(Given entries Opens)
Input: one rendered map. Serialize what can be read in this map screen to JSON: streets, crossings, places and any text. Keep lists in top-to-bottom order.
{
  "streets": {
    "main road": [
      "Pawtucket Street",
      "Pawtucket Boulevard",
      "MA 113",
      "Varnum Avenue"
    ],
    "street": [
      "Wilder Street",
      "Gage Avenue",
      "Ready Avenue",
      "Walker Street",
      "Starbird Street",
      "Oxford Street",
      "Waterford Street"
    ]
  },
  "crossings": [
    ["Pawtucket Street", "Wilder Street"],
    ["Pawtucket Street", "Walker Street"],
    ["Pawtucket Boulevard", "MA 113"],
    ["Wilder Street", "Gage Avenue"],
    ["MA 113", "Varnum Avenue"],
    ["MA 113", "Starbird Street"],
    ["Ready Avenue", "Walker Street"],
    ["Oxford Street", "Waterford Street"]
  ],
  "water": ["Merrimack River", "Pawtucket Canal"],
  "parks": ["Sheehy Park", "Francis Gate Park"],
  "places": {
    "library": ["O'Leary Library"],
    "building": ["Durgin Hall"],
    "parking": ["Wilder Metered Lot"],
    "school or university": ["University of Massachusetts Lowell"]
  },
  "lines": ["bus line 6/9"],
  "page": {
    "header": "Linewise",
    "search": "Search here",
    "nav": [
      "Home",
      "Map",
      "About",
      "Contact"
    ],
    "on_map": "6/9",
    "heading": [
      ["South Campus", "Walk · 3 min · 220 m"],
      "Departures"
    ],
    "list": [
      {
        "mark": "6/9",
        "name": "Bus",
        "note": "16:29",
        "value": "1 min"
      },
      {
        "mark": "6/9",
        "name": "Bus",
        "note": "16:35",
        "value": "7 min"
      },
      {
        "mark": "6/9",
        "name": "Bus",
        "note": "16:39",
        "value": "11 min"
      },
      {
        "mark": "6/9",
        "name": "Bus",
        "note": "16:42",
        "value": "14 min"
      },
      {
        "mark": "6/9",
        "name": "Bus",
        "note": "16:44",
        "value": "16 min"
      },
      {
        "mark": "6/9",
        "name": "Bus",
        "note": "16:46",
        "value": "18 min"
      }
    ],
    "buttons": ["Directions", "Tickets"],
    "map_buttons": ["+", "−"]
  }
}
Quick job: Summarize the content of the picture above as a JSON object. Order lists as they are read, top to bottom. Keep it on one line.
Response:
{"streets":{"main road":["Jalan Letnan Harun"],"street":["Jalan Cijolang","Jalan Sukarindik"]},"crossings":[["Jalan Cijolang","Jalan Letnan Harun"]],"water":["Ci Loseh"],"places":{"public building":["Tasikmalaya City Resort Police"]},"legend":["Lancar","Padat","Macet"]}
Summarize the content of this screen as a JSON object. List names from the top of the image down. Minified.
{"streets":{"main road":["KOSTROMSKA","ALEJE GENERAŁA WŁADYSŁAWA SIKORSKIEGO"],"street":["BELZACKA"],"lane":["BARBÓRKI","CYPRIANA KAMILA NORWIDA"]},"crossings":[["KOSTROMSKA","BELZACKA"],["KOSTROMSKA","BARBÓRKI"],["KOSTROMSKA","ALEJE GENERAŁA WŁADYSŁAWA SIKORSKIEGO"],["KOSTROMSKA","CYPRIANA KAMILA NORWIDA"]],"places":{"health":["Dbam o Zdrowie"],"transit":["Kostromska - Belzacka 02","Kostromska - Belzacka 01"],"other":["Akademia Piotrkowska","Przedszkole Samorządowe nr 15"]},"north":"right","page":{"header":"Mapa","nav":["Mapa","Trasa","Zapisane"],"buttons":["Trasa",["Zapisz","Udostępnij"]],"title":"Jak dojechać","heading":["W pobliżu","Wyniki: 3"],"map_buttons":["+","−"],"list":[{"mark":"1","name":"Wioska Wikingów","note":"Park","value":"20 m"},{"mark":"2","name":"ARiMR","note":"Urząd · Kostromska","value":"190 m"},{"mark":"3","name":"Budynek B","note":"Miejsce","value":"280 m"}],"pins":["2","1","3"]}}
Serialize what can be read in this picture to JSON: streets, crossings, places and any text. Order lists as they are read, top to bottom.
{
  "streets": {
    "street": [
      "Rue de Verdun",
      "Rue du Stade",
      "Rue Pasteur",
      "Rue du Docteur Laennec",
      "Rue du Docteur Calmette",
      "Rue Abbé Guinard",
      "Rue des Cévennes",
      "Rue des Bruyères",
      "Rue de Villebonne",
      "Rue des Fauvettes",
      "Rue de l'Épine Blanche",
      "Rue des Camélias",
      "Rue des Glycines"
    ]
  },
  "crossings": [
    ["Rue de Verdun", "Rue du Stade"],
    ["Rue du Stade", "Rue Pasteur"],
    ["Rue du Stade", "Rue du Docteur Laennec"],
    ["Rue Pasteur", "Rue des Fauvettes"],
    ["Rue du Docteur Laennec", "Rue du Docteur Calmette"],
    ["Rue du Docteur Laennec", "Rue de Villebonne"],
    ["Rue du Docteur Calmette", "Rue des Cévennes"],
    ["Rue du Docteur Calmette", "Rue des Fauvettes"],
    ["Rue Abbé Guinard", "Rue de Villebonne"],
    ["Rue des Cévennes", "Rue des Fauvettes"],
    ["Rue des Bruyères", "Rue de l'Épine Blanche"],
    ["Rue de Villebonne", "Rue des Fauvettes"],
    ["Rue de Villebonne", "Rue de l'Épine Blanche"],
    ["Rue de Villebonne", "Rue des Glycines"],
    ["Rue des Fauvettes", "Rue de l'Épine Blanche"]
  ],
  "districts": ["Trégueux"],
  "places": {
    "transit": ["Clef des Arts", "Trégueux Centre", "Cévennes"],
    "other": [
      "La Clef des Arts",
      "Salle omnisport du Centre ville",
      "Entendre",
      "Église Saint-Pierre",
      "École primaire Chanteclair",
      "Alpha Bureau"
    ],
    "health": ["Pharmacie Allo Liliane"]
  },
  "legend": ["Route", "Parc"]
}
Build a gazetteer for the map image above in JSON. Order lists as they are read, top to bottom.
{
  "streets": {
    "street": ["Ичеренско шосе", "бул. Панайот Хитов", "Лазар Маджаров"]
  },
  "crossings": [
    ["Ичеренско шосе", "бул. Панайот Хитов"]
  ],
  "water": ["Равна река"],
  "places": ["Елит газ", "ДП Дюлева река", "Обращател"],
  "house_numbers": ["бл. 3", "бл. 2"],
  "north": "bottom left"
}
(Given entries Closes)
Problem requirements:
Within the data above, find the lines that contain the word "река" and copy each of them.

Your solution:
  "water": ["Равна река"],
  "places": ["Елит газ", "ДП Дюлева река", "Обращател"],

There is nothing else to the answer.